Lost ways.
The Dixie Highway is a fairly important road in Louisville. If you're driving from Wisconsin, you will see roadsigns for the Dixie Highway in Chicago. You may be tempted to take them. Apparently around WWI, the dawn of automobile travel, there was an interest in getting from Canada to Florida and the Dixie Highway was the way to do it. Only it wasn't a monolithic route, the way we think of I-65 or whatever, it was a patchwork of roads that diverged and connected and eventually got you there. Seriously. Look it up. It's near impossible to trace. When I lived in SoCal and was coming back to Wisconsin via the long way, I was tempted to take the Pacific Coast Highway. But then I realized how much faster I could barrel up the I-5. Or Route 66. It would've been out of the way, going from NW Wisconsin to San Diego, but if I had the time and money, it would be tempting.

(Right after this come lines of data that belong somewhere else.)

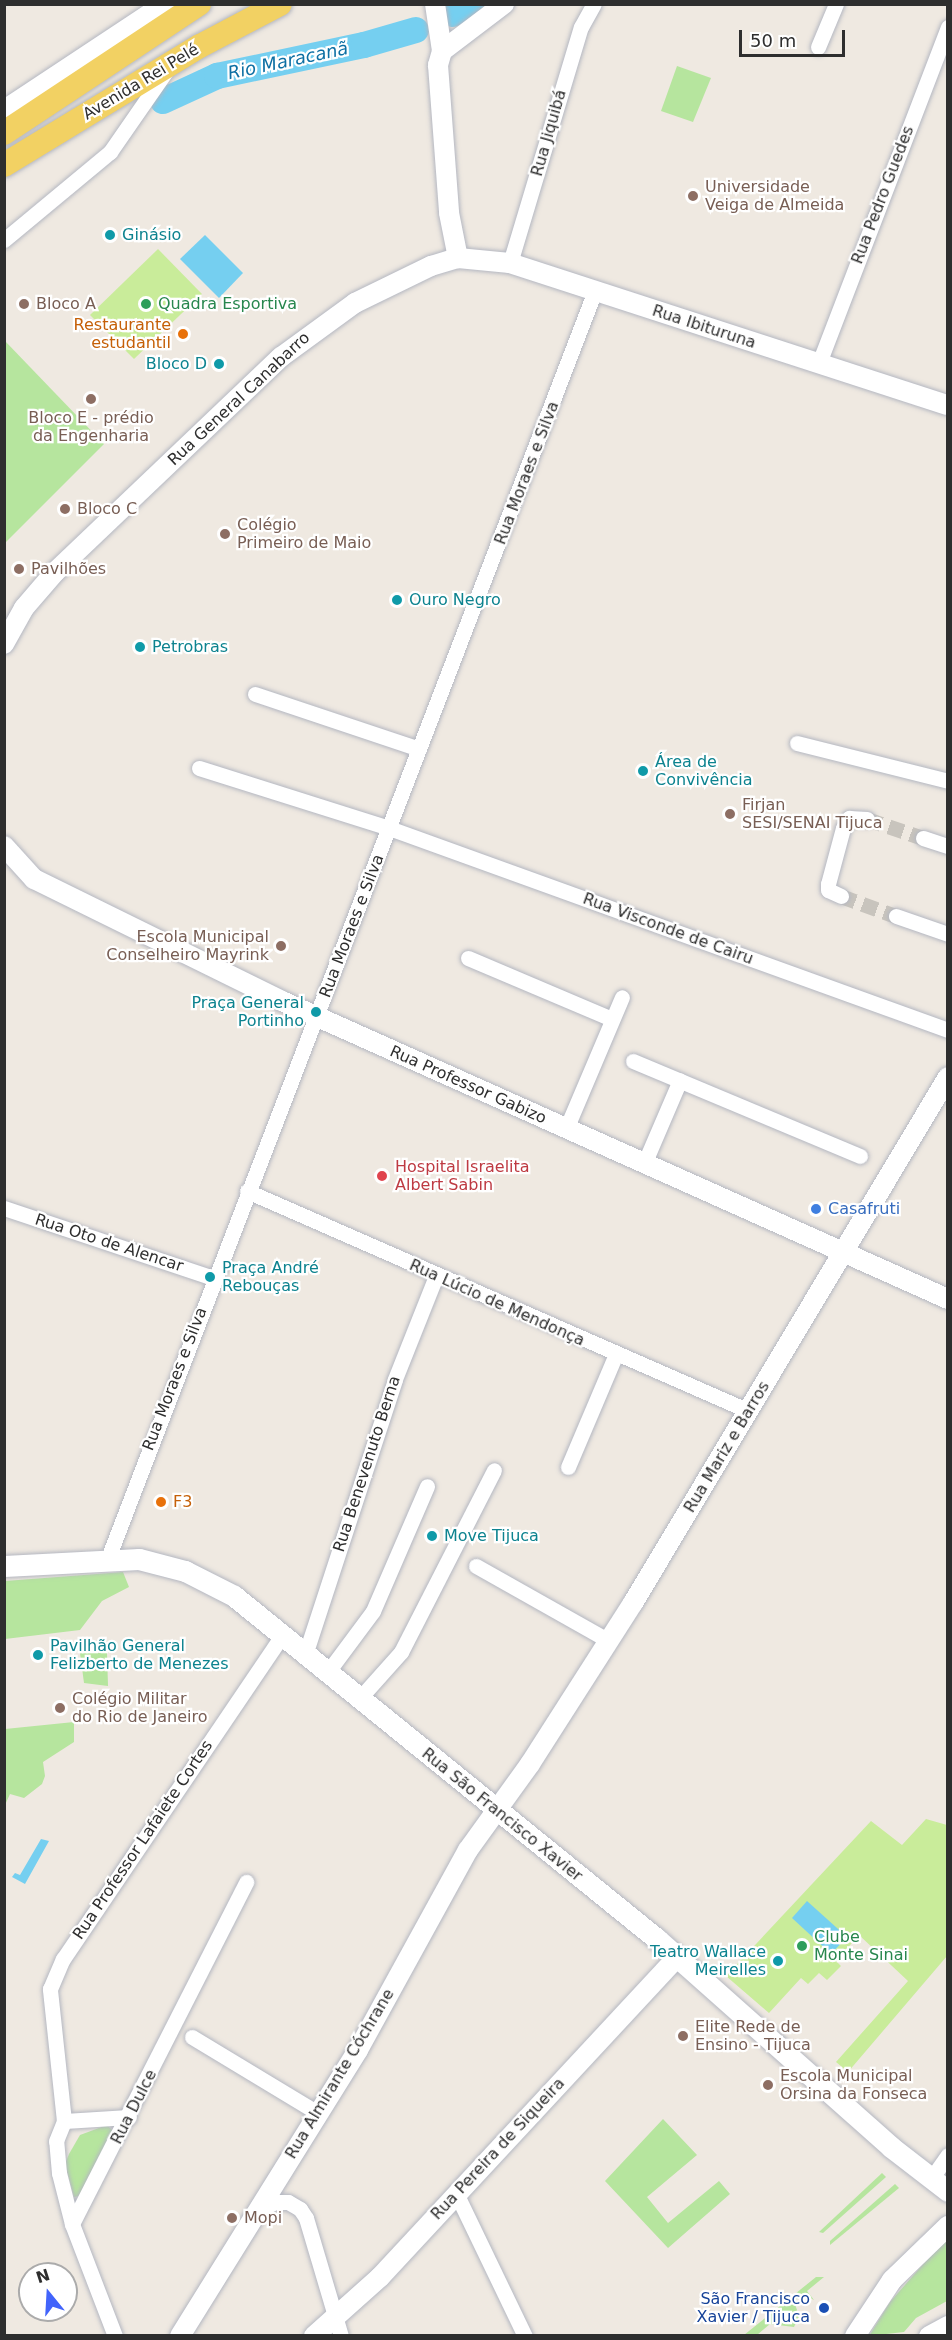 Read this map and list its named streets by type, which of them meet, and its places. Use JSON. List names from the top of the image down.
{
  "streets": {
    "main road": ["Avenida Rei Pelé", "Rua São Francisco Xavier"],
    "street": [
      "Rua Jiquibá",
      "Rua Pedro Guedes",
      "Rua Ibituruna",
      "Rua General Canabarro",
      "Rua Moraes e Silva",
      "Rua Visconde de Cairu",
      "Rua Professor Gabizo",
      "Rua Oto de Alencar",
      "Rua Lúcio de Mendonça",
      "Rua Mariz e Barros",
      "Rua Benevenuto Berna",
      "Rua Professor Lafaiete Cortes",
      "Rua Almirante Cóchrane",
      "Rua Dulce",
      "Rua Pereira de Siqueira"
    ]
  },
  "crossings": [
    ["Rua Jiquibá", "Rua Ibituruna"],
    ["Rua Pedro Guedes", "Rua Ibituruna"],
    ["Rua Ibituruna", "Rua General Canabarro"],
    ["Rua Ibituruna", "Rua Moraes e Silva"],
    ["Rua Moraes e Silva", "Rua Visconde de Cairu"],
    ["Rua Moraes e Silva", "Rua Professor Gabizo"],
    ["Rua Moraes e Silva", "Rua Oto de Alencar"],
    ["Rua Moraes e Silva", "Rua Lúcio de Mendonça"],
    ["Rua Moraes e Silva", "Rua São Francisco Xavier"],
    ["Rua Professor Gabizo", "Rua Mariz e Barros"],
    ["Rua Lúcio de Mendonça", "Rua Mariz e Barros"],
    ["Rua Lúcio de Mendonça", "Rua Benevenuto Berna"],
    ["Rua Mariz e Barros", "Rua São Francisco Xavier"],
    ["Rua Mariz e Barros", "Rua Almirante Cóchrane"],
    ["Rua Benevenuto Berna", "Rua São Francisco Xavier"],
    ["Rua São Francisco Xavier", "Rua Professor Lafaiete Cortes"],
    ["Rua São Francisco Xavier", "Rua Almirante Cóchrane"],
    ["Rua São Francisco Xavier", "Rua Pereira de Siqueira"]
  ],
  "water": ["Rio Maracanã"],
  "places": [
    "Universidade Veiga de Almeida",
    "Ginásio",
    "Bloco A",
    "Quadra Esportiva",
    "Restaurante estudantil",
    "Bloco D",
    "Bloco E - prédio da Engenharia",
    "Bloco C",
    "Colégio Primeiro de Maio",
    "Pavilhões",
    "Ouro Negro",
    "Petrobras",
    "Área de Convivência",
    "Firjan SESI/SENAI Tijuca",
    "Escola Municipal Conselheiro Mayrink",
    "Praça General Portinho",
    "Hospital Israelita Albert Sabin",
    "Casafruti",
    "Praça André Rebouças",
    "F3",
    "Move Tijuca",
    "Pavilhão General Felizberto de Menezes",
    "Colégio Militar do Rio de Janeiro",
    "Clube Monte Sinai",
    "Teatro Wallace Meirelles",
    "Elite Rede de Ensino - Tijuca",
    "Escola Municipal Orsina da Fonseca",
    "Mopi",
    "São Francisco Xavier / Tijuca"
  ],
  "scale_bar": "50 m",
  "north": "top"
}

So now I wish I had the time and money to fart around on the road, getting around by these forgotten, almost abandoned ways.
The Dixie Highway is the hardest, because in the last few decades "Dixie" has become a dirty word like "retard." So a lot of places are taking down the old signs. But "Dixie" has nothing to do with slavery. It just meant the South. That the South had slavery was ain inconvenient coincidence.